## Your assignment
Please copy, exactly as written, the span from the first line below to the line that contains "position:absolute; left:1463px; top:18px;", including both, and skip the pictures.

## Supplied material
[Start of Attachment]
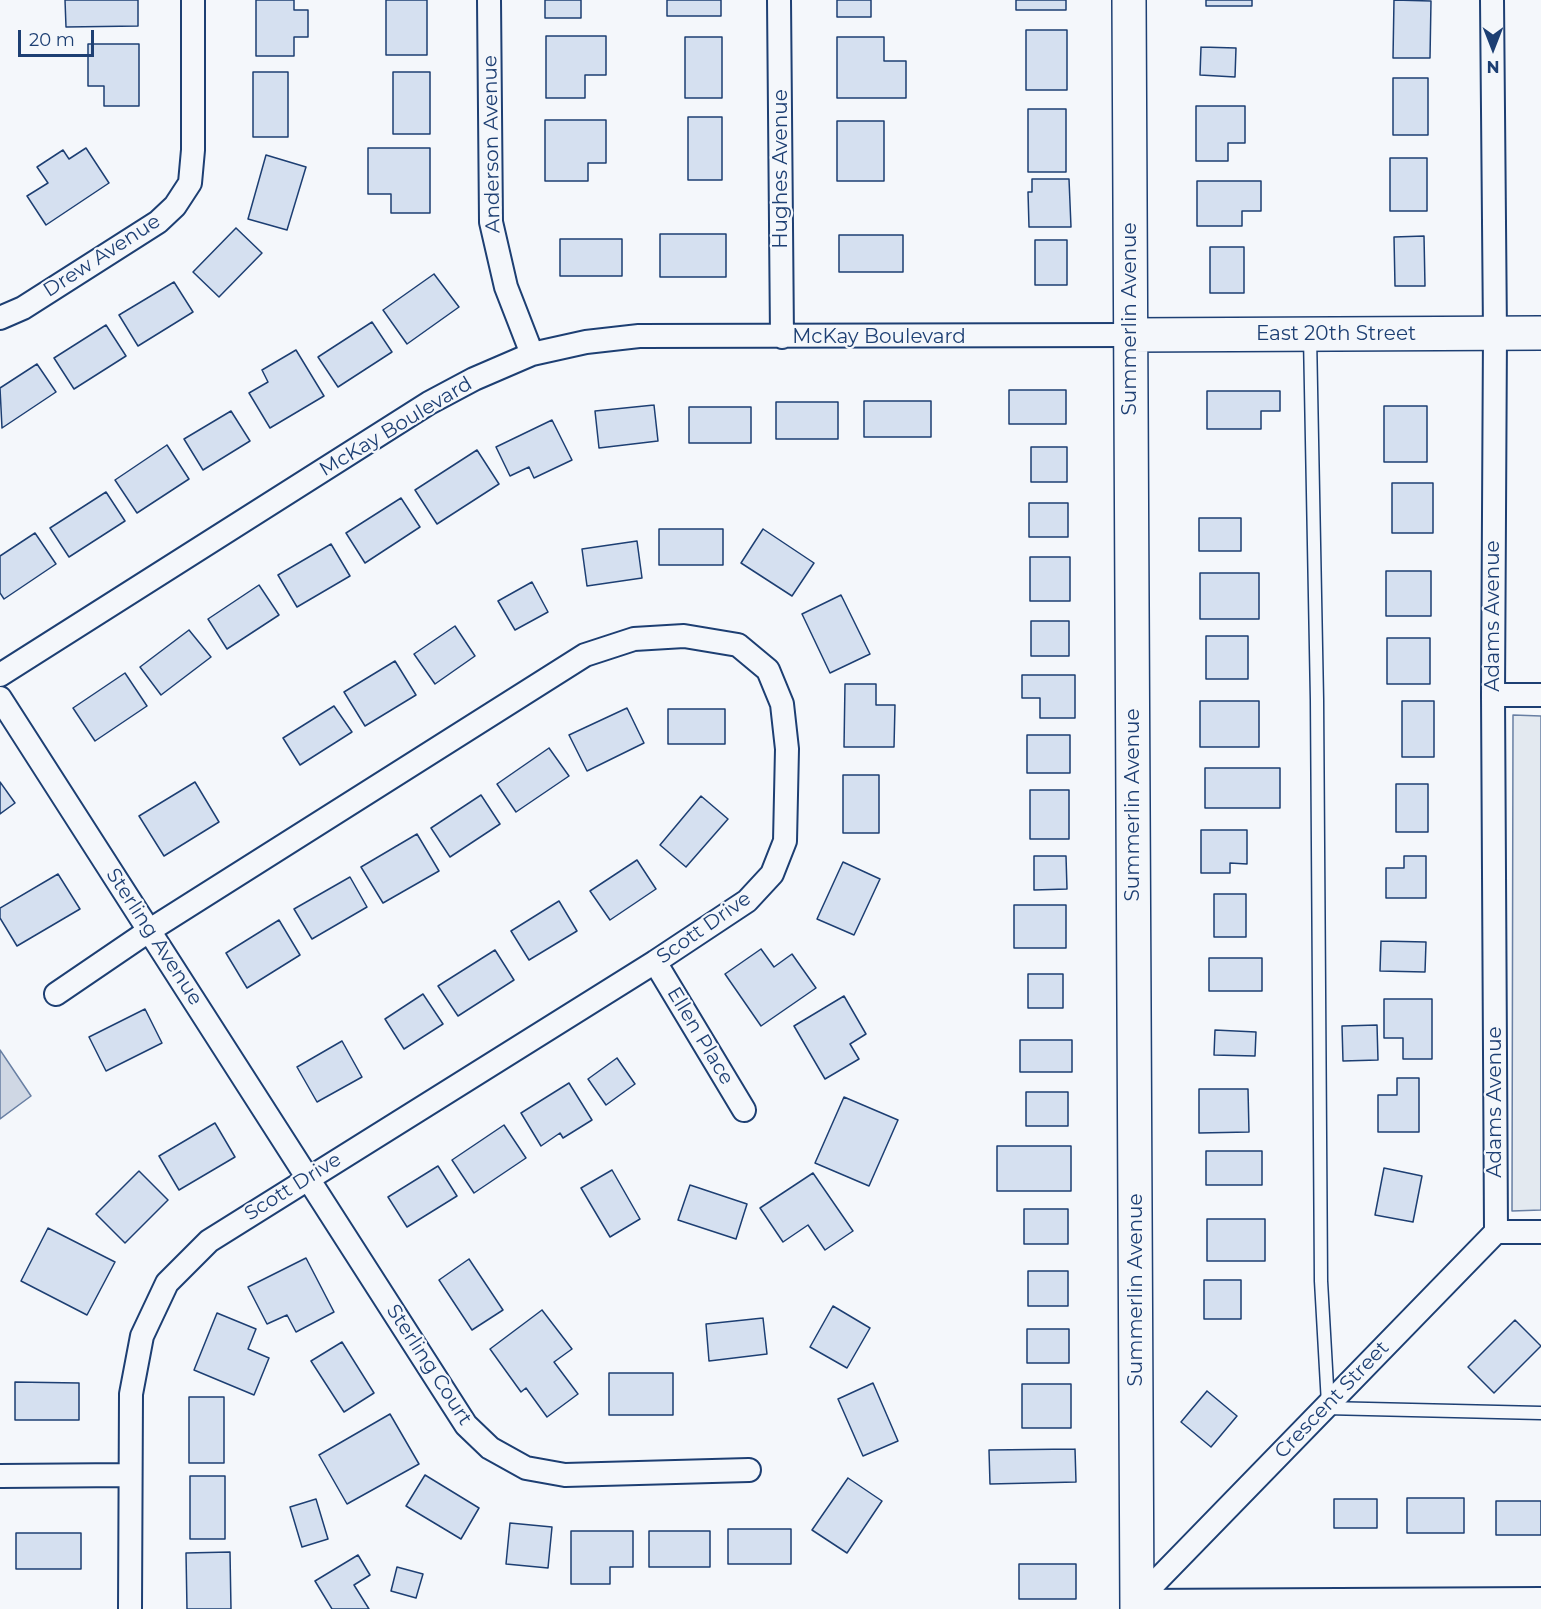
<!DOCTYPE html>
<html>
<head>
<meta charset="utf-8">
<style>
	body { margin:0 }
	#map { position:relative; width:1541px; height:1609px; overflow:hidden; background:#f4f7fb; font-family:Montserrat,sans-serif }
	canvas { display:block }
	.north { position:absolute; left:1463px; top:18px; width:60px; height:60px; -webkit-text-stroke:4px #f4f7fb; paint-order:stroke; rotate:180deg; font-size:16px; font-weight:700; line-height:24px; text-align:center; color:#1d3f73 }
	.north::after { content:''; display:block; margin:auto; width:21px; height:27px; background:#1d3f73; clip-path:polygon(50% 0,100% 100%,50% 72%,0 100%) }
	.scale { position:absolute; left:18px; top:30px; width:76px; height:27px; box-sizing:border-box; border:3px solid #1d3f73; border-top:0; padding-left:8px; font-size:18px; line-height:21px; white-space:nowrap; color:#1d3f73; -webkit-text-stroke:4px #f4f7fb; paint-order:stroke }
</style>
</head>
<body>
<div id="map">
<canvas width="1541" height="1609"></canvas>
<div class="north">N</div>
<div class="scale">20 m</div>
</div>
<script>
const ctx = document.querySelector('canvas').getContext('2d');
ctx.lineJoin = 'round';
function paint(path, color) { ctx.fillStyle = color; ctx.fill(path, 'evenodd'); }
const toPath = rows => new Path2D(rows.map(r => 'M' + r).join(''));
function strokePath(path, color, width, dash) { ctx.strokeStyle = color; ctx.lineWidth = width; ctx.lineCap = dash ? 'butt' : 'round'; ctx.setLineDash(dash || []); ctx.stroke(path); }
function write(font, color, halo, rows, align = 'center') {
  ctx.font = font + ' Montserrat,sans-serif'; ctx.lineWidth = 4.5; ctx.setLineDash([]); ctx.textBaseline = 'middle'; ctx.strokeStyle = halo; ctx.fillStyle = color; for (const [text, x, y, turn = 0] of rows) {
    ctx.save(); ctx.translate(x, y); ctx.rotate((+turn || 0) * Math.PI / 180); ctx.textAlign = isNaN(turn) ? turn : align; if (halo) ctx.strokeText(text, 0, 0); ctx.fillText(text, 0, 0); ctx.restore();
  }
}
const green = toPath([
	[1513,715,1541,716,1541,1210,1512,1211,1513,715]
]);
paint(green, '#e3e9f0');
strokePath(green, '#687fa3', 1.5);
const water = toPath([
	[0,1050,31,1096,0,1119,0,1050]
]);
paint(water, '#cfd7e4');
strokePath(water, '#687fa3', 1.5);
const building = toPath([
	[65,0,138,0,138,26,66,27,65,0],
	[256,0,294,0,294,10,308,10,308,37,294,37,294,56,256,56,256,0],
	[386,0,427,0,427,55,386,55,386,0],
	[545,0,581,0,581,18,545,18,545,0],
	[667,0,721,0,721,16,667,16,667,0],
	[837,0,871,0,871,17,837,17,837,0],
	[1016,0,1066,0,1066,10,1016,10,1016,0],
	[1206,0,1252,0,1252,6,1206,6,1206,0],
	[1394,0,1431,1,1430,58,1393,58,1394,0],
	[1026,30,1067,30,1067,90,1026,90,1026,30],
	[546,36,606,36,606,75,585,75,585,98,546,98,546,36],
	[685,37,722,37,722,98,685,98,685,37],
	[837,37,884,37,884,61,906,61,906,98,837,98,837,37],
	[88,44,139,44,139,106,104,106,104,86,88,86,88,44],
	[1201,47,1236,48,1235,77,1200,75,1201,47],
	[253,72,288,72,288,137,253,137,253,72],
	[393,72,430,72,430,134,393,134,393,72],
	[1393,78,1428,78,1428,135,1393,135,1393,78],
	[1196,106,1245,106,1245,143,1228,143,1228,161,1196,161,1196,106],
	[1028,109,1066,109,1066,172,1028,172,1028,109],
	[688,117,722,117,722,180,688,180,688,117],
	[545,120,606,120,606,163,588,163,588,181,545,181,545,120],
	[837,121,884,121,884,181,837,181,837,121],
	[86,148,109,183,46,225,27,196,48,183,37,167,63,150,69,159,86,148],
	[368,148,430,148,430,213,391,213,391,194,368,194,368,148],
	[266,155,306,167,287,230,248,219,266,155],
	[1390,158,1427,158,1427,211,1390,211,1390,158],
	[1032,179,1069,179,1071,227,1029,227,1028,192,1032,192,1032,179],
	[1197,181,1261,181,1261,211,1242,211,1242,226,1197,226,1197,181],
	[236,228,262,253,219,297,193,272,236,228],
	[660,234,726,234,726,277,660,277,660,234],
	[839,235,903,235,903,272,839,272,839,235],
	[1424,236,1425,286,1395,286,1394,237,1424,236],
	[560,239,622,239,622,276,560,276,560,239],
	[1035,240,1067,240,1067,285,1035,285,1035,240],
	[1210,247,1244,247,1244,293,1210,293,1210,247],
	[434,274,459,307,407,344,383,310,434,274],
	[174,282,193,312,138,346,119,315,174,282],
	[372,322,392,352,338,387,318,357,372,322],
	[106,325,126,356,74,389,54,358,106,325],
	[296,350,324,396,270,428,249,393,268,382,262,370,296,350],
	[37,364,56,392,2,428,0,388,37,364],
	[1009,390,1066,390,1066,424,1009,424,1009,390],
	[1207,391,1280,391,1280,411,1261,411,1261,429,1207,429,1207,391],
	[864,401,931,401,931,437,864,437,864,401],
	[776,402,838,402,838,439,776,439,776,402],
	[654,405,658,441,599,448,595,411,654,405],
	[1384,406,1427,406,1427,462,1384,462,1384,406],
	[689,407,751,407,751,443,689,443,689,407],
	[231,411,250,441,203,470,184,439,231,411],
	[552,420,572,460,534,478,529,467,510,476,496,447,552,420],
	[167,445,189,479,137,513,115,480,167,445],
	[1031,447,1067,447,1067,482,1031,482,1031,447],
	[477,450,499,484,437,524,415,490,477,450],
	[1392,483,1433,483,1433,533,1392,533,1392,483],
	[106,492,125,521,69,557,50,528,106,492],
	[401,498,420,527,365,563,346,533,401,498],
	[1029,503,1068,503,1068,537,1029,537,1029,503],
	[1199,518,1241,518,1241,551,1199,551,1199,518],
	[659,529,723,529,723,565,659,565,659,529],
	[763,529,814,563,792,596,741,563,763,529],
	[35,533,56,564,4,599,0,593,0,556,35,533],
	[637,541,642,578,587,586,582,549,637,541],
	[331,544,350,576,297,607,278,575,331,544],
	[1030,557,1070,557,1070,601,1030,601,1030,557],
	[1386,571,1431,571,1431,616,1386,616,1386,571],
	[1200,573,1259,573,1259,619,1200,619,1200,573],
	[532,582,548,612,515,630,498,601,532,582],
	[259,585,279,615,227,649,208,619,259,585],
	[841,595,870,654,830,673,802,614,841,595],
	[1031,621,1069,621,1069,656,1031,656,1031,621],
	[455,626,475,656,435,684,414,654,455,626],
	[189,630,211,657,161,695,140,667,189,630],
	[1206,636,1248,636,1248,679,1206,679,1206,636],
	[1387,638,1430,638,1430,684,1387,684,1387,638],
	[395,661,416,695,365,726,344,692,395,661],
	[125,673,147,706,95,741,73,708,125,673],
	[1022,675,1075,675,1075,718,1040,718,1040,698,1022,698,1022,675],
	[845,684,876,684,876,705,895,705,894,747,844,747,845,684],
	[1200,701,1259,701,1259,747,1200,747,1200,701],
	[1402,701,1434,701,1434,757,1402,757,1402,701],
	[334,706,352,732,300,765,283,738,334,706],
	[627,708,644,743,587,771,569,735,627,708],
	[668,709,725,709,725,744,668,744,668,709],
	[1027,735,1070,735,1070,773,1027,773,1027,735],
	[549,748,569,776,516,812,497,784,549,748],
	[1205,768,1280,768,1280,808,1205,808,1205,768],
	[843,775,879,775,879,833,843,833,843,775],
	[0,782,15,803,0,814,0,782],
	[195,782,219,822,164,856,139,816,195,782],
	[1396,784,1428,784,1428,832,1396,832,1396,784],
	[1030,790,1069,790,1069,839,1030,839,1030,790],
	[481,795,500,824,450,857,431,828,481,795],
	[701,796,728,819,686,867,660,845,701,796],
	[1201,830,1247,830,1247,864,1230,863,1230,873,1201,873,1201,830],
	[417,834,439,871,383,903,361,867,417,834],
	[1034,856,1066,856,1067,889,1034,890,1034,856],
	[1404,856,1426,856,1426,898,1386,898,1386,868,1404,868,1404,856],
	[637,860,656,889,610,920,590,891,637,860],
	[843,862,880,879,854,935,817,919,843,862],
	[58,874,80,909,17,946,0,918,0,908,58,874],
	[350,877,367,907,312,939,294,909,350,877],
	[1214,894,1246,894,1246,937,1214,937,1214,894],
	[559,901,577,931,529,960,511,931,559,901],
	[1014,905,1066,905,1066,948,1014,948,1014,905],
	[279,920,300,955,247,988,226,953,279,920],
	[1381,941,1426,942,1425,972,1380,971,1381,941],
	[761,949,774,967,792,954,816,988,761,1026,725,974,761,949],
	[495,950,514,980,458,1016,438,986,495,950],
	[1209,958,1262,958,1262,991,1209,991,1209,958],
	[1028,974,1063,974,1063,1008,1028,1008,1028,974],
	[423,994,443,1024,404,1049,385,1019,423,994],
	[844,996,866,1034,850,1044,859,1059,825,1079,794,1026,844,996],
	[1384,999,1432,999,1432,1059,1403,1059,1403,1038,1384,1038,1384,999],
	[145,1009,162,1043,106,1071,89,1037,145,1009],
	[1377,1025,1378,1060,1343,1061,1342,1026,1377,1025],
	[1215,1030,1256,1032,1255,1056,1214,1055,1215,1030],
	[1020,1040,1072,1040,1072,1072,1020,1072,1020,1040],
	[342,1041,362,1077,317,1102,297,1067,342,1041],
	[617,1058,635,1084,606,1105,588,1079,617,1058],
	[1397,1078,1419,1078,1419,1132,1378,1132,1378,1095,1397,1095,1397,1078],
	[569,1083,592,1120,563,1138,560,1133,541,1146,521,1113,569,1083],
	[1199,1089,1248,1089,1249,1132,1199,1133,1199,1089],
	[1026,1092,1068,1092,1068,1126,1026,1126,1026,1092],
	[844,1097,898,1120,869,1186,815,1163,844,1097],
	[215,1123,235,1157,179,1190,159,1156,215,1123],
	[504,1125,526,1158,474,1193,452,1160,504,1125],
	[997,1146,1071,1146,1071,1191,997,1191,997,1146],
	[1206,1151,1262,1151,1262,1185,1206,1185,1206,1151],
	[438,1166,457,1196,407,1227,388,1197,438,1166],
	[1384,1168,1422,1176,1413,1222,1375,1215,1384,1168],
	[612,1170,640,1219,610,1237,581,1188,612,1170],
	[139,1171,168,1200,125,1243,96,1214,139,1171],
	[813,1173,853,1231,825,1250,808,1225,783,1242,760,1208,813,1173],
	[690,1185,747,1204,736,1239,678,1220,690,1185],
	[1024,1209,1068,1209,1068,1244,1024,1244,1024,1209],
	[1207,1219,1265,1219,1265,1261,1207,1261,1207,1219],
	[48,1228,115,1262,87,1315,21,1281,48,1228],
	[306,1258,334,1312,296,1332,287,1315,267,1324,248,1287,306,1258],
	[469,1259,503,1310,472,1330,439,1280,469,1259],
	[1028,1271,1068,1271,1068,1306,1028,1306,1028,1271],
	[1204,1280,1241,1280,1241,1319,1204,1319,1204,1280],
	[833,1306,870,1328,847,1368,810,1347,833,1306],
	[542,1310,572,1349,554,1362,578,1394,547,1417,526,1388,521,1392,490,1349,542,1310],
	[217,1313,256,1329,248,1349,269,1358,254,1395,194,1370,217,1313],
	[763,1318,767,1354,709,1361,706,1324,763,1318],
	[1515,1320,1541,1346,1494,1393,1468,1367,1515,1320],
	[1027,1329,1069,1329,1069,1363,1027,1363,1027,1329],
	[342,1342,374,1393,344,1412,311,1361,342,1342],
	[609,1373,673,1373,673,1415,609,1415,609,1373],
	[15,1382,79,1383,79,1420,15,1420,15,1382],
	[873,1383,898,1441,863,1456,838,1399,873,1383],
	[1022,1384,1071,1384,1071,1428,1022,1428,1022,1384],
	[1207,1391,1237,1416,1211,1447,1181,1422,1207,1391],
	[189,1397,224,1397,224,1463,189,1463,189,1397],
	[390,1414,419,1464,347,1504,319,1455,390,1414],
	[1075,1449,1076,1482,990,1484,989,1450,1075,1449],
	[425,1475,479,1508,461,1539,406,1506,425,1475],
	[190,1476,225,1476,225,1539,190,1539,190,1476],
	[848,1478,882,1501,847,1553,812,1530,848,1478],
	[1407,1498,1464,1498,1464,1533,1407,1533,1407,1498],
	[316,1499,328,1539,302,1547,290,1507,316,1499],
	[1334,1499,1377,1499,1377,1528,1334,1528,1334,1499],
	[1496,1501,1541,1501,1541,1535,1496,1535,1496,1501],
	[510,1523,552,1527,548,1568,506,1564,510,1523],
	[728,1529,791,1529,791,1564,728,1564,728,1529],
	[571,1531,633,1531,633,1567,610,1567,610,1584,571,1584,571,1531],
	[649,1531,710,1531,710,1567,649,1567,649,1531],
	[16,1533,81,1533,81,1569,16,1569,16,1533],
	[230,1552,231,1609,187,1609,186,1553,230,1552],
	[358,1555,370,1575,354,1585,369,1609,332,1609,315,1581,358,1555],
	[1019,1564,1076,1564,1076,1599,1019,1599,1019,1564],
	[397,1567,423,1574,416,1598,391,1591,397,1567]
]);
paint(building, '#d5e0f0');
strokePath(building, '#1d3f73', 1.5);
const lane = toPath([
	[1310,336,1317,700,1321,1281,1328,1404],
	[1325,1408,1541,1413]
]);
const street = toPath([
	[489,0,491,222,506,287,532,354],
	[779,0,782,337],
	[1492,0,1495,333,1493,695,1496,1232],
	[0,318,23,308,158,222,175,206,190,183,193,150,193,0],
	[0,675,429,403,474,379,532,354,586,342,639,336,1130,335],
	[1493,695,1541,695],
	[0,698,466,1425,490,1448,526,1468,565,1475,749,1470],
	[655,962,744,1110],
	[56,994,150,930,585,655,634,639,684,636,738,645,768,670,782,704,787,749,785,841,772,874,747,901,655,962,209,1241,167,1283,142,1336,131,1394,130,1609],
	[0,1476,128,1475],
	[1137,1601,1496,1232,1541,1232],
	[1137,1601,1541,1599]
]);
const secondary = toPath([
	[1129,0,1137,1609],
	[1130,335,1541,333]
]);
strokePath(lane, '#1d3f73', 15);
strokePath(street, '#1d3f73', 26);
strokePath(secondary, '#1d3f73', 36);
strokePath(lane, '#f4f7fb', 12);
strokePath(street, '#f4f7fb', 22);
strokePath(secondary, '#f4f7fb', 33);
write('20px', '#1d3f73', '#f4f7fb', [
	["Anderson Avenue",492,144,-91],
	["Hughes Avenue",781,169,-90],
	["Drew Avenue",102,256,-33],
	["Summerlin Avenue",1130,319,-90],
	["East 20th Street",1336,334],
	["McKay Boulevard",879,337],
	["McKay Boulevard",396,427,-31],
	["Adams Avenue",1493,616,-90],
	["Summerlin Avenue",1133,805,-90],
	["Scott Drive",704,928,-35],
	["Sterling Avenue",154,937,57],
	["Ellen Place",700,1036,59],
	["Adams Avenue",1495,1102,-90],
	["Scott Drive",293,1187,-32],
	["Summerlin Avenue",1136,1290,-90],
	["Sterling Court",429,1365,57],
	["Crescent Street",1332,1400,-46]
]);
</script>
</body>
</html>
[End of Attachment]
## Answer
<!DOCTYPE html>
<html>
<head>
<meta charset="utf-8">
<style>
	body { margin:0 }
	#map { position:relative; width:1541px; height:1609px; overflow:hidden; background:#f4f7fb; font-family:Montserrat,sans-serif }
	canvas { display:block }
	.north { position:absolute; left:1463px; top:18px; width:60px; height:60px; -webkit-text-stroke:4px #f4f7fb; paint-order:stroke; rotate:180deg; font-size:16px; font-weight:700; line-height:24px; text-align:center; color:#1d3f73 }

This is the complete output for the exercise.